#### [Exercise brief]
Among the entries below, copy every line that carries the word "canvas".

#### [Source data]

══════════

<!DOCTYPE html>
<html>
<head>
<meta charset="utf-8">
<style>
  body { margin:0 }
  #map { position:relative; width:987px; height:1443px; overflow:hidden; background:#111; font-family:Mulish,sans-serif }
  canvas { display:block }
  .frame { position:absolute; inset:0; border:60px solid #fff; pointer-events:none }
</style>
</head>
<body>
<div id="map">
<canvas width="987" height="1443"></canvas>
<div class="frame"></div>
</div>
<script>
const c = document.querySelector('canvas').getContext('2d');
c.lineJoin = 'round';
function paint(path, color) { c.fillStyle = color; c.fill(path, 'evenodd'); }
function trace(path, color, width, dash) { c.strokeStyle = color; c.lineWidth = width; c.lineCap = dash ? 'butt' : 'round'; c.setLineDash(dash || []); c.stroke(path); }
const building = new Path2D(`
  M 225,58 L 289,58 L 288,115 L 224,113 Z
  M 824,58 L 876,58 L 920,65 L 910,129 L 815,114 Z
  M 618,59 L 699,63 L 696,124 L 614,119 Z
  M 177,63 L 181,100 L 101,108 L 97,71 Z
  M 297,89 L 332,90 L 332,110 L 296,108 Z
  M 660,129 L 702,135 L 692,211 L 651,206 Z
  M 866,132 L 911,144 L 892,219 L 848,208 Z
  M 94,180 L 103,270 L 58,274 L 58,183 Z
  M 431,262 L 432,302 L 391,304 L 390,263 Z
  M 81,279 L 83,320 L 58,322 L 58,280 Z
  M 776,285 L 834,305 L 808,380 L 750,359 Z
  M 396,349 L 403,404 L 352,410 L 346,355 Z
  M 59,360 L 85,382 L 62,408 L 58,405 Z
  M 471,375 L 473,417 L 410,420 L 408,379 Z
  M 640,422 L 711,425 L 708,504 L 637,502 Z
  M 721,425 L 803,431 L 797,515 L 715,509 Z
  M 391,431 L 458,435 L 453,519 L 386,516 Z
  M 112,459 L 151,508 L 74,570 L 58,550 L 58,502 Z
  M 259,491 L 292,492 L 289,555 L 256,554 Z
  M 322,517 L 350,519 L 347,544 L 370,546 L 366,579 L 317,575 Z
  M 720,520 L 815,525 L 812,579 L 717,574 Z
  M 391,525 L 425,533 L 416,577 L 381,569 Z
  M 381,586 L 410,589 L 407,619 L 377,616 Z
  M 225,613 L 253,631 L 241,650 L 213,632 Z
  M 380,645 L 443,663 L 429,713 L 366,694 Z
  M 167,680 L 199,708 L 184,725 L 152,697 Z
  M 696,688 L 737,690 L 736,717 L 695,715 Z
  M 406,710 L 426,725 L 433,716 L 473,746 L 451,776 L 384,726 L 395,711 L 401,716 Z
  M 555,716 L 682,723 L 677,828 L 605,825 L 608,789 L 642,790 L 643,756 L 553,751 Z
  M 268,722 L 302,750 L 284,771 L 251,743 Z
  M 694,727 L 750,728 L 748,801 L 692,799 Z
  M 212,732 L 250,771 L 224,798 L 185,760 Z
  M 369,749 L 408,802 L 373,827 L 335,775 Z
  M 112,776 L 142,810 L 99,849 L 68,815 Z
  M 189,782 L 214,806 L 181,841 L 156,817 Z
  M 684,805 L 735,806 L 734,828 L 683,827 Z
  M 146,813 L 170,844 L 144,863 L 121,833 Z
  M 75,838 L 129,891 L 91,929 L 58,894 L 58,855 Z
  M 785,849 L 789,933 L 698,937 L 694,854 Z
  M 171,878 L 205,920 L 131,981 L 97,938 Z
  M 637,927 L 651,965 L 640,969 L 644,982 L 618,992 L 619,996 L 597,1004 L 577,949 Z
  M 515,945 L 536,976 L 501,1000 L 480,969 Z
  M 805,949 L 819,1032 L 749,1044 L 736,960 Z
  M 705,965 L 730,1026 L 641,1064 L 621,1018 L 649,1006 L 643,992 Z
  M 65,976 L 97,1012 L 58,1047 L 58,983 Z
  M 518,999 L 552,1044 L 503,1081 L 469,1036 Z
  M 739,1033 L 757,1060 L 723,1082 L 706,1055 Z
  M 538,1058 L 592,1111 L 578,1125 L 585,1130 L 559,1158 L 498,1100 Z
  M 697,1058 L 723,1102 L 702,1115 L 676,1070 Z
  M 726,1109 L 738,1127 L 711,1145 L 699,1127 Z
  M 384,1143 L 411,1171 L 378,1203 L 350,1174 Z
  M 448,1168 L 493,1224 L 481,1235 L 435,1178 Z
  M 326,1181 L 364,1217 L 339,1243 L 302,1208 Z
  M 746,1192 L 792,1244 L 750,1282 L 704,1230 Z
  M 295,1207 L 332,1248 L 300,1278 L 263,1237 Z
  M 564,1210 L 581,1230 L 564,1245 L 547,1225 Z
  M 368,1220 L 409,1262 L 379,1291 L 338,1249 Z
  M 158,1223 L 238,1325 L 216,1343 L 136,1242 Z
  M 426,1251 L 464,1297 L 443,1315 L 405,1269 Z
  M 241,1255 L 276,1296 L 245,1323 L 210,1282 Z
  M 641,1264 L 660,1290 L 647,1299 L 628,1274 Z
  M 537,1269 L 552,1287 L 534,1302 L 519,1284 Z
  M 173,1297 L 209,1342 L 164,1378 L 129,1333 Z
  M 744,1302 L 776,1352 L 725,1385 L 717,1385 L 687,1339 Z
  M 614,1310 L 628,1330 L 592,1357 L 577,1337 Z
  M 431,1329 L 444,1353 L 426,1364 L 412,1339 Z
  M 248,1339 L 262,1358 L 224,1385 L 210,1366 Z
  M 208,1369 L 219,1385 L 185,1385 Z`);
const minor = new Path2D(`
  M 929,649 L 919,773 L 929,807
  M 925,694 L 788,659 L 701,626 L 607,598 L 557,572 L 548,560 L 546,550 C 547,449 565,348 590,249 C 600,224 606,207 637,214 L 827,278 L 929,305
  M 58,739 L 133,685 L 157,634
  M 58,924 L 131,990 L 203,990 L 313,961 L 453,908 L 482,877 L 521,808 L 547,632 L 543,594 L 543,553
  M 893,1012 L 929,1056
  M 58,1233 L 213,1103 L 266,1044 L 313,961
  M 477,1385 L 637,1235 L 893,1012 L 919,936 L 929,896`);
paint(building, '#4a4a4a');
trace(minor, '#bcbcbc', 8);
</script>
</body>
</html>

══════════

#### [Result of this exercise]
  canvas { display:block }
<canvas width="987" height="1443"></canvas>
const c = document.querySelector('canvas').getContext('2d');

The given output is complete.